It's weird to think of it this way, but I was having a similar reaction to opening night of Crazy For You to the one I had at the end of doing Beethoven's 9th Symphony. Giddy tears and trembling excitement, and a whole lot of greedy, basking love for the audience and its standing ovation. Even if I was down in the pit. I could still crane 'round and see them.
(Btw, they moved us from backstage to down in the pit with the orchestra, mic'd. Which is a great thing. Besides, I like calling myself a "pit singer" more than a "backstage singer." I'm also defaulting to Backup Girl.)
The show was fantastic. It was a blast. A whirling, frantic putting-together, and a beautiful opening night. The theater has more than its fair share of technical difficulties, and some things blew up at the last minute--missing actors, breaking props--but they still got it off in great order. Everybody stepped up and were brilliant. I've said this before, but I've never really been much for dance shows (I can take a lot of Fosse, but chorus lines and follies have never thrilled), but I sat in awe of this group. These girls are professional quality dancers (there's a 15 y.o. teaching dance classes already, and a girl who just got accepted into the Rockettes, for instance), and they're stunning. The choreography and acrobatics were gorgeous, huge, clever, funny, delightful. There's a bit where the girls are bells, if that makes any sense, and a pinwheel, and and and...
I love it. I'm in love. I'm giddy. I even got over enough of my crisis-level shyness to go with my carpool mates to the cast party, and chat and be silly and play games in the pool. The acting was great, the comedy was spot on (even the cheesy parts - and the physical comedy was PERFECT), the music was grand, and, if I do say so myself, the singing went well. Giddy giddy giddy!
Well, be fair; I was giddy. The budget crisis has taken its toll. Chris is a union rep for our campus, for contingent lecturers (think: the college faculty equivalent of highly vulnerable wage slaves, with next to no protections, who make up the majority and do most of the work; the adage is that every lecturer is fifteen seconds from utter humiliation). There's been a slash-and-burn going on, and a lot of people are up in the air, and we spent the morning with a handful of lecturers who've been on tenterhooks and probably let go from the university-but-not-necessarily-completely, trying to hash out their rights and contracts and potential outcomes--the culmination of which was a last minute email (received by one of them by iPhone) with the nail in the coffin for all of them. Their small hope was a false one; they have no work, and no rehiring rights, and no continued affiliation with the university or the committees they man, this Fall. Which is to say, in a week and a half. They have no health insurance, they will not be getting a check this month. They're not even at the top of the rehire-if-we-get-some-money list. They have to give back their keys, and clear out their offices. This week.
These are people we know. Our campus, with its 400 faculty, has lost 187--no, wait.. now it's 192, after this morning, isn't it?--of its faculty.
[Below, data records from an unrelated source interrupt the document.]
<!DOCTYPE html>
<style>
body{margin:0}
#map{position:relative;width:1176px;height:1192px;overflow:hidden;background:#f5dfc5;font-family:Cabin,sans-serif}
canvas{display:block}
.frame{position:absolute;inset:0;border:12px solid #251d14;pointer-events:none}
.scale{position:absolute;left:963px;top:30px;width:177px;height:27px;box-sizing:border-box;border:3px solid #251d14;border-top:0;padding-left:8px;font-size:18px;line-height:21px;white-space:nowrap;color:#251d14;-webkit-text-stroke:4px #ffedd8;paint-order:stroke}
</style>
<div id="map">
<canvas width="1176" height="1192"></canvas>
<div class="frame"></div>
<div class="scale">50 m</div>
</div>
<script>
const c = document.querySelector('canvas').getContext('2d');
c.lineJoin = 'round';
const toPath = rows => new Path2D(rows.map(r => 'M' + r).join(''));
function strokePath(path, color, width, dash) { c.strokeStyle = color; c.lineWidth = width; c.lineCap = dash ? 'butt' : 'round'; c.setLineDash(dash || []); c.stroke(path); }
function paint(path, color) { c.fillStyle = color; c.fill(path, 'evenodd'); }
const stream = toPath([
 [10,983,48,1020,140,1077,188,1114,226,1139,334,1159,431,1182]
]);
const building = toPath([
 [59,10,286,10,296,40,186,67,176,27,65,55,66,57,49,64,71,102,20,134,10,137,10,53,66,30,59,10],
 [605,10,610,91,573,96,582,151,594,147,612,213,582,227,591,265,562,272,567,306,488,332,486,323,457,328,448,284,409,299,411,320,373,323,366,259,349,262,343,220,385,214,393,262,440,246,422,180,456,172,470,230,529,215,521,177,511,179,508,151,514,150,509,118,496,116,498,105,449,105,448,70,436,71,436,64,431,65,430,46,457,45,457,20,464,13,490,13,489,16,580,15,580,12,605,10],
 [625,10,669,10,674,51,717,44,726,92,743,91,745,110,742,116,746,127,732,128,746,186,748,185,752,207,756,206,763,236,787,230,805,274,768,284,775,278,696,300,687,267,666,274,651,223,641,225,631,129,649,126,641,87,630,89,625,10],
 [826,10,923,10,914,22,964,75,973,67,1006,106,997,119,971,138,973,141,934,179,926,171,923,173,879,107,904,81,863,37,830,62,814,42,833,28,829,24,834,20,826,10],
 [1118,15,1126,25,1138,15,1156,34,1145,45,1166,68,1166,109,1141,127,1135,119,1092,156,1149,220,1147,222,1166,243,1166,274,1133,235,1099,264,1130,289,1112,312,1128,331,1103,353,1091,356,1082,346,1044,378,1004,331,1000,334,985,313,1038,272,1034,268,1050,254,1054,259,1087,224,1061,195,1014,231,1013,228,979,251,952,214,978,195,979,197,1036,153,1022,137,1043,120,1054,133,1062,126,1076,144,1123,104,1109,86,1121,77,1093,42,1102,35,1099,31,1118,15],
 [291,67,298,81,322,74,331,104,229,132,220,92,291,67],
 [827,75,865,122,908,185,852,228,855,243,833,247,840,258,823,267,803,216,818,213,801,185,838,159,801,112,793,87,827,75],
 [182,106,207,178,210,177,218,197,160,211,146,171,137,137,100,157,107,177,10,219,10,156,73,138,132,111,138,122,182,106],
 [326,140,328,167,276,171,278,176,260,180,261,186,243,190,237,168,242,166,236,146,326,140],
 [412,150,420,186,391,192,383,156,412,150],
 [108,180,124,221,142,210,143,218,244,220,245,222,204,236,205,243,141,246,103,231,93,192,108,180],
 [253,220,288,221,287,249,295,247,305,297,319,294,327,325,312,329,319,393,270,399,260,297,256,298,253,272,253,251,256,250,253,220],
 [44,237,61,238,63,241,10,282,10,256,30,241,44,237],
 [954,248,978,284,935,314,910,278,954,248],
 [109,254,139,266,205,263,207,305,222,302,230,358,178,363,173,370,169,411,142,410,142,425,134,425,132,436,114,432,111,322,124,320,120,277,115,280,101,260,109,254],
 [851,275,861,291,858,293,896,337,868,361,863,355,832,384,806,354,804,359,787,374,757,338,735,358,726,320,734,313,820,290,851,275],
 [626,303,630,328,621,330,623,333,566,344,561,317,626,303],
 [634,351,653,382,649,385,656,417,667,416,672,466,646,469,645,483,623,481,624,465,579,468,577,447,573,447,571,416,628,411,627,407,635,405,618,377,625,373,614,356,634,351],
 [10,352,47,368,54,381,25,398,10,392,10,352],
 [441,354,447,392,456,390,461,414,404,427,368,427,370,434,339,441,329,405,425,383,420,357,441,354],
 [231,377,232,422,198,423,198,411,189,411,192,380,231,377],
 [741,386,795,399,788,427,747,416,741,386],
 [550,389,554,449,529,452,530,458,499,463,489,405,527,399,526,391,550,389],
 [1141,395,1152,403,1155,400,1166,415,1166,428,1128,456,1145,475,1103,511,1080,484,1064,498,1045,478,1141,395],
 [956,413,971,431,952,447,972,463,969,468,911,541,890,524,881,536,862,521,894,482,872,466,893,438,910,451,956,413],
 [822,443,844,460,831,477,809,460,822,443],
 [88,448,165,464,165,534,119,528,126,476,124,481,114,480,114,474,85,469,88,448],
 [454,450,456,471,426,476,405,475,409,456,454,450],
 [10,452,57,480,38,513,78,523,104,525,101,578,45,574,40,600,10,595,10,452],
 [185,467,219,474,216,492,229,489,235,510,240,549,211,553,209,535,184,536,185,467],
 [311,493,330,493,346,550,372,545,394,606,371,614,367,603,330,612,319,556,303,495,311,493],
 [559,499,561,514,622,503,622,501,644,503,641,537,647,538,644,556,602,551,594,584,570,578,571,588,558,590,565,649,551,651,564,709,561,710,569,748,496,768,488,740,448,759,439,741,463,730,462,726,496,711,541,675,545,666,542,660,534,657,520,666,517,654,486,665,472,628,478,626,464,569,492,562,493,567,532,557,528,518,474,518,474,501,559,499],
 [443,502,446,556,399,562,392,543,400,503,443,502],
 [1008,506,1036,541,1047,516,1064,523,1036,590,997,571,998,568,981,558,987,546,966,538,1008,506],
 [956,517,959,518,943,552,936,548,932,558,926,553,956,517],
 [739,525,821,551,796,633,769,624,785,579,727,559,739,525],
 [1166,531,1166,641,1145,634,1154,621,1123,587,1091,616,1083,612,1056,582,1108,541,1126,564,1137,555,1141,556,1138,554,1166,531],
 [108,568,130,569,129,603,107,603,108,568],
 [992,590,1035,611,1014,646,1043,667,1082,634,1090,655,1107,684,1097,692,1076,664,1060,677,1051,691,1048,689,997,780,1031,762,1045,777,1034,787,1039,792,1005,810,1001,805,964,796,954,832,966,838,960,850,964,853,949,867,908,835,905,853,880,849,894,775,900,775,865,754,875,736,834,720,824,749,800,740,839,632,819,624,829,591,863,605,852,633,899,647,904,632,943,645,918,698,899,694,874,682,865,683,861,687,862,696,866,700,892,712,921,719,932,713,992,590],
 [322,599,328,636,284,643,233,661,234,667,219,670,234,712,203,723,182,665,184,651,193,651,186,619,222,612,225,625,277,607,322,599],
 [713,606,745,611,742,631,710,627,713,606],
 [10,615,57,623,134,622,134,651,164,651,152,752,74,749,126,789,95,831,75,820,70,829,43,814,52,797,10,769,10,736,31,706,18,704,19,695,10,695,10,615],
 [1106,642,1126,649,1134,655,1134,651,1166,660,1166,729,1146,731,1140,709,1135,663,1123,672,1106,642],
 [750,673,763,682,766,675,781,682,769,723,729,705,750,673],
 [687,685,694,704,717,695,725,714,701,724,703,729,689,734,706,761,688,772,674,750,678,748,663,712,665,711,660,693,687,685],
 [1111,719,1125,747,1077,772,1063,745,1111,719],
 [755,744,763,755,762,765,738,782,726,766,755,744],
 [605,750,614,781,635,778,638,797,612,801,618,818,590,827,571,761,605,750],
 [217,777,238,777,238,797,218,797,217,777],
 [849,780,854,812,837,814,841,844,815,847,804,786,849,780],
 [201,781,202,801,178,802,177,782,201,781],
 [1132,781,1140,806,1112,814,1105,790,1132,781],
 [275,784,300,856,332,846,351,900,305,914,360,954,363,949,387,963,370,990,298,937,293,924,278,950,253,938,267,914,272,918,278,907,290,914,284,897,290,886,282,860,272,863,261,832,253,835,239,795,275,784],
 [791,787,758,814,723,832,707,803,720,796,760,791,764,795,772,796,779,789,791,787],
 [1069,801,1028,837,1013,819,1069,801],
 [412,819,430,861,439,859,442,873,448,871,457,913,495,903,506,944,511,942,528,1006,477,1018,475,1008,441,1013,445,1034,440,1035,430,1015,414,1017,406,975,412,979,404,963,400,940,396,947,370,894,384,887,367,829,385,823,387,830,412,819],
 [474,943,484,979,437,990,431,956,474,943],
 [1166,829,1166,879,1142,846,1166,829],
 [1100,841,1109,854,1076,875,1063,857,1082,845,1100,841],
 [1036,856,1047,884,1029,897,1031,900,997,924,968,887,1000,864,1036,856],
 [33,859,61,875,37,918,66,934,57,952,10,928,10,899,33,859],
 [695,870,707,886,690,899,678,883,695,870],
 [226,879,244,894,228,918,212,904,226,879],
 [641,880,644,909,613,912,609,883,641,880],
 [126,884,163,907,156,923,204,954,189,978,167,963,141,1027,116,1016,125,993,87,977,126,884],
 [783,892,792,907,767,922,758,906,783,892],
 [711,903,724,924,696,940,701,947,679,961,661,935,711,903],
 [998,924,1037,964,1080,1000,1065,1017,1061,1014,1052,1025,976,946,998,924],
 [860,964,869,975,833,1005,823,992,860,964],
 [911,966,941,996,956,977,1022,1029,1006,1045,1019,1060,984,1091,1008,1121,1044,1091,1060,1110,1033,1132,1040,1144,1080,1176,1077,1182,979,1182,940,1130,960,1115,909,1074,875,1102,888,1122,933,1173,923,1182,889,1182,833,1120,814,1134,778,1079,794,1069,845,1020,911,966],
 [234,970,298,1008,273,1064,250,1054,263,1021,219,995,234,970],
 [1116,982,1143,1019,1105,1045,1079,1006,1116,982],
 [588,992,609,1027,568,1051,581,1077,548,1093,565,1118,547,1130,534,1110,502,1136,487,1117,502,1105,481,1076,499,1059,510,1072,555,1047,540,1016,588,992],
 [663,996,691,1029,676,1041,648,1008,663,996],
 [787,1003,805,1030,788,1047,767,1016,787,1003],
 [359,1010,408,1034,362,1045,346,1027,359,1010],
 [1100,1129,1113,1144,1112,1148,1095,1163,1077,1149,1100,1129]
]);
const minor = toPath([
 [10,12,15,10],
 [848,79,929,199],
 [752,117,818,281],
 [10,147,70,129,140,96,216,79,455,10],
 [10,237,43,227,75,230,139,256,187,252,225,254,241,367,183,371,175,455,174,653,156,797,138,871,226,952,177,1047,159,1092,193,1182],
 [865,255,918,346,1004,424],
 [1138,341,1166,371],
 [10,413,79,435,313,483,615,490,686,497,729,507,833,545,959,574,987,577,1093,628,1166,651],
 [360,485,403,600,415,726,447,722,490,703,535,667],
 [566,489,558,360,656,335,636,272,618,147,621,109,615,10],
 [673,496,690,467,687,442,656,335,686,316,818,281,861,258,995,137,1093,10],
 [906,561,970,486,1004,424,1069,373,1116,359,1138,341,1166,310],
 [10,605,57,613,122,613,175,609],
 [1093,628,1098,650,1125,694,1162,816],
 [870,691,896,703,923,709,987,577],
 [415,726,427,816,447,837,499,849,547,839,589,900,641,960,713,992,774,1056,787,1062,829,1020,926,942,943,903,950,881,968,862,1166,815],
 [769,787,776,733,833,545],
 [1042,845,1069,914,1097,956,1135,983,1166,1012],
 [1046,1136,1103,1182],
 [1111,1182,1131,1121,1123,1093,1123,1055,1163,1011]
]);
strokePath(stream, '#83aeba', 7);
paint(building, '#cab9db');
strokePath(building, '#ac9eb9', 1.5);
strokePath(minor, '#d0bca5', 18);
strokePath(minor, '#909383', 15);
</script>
Cut in half. Everyone the university could cut without declaring an official layoff, they cut. Fellow lecturer reps from other campuses are working with the union through the summer, even though their teaching jobs are no longer waiting for them in Fall. These are dedicated, passionate teachers, and most of the people we were with today graduated from this campus, went through the very programs they're teaching in, worked most intensively with the most vulnerable students, in the most fundamental classes.
And they're just... gone, now.
(This doesn't even get into the issue of the hundreds of classes cut on our campus alone--classes that were full, and whose students have not even been informed of the cuts and schedule changes and who will most likely get to campus on day one with no idea their classes and teachers are gone and that several of their class days will be furloughed &c, but who have been pulled for an extra $500 for this semester, or $1000 for the year, already. Or all the students who just aren't going to be accepted at all, come Spring and next year, despite state law dictating that this system accept all eligible students. And all the basic remedial classes the bulk of new students will need to complete in their first year to be kept on at the university, but which will be unavailable to them, since they've been cut. And--)
...Sorry for the whiplash. That kinda' where we're at, right now.
I think we're going to spend some of my blood on Julie&Julia (...I can get comp movie tickets, with all the blood donations I've racked up), try to get something a little joyful going.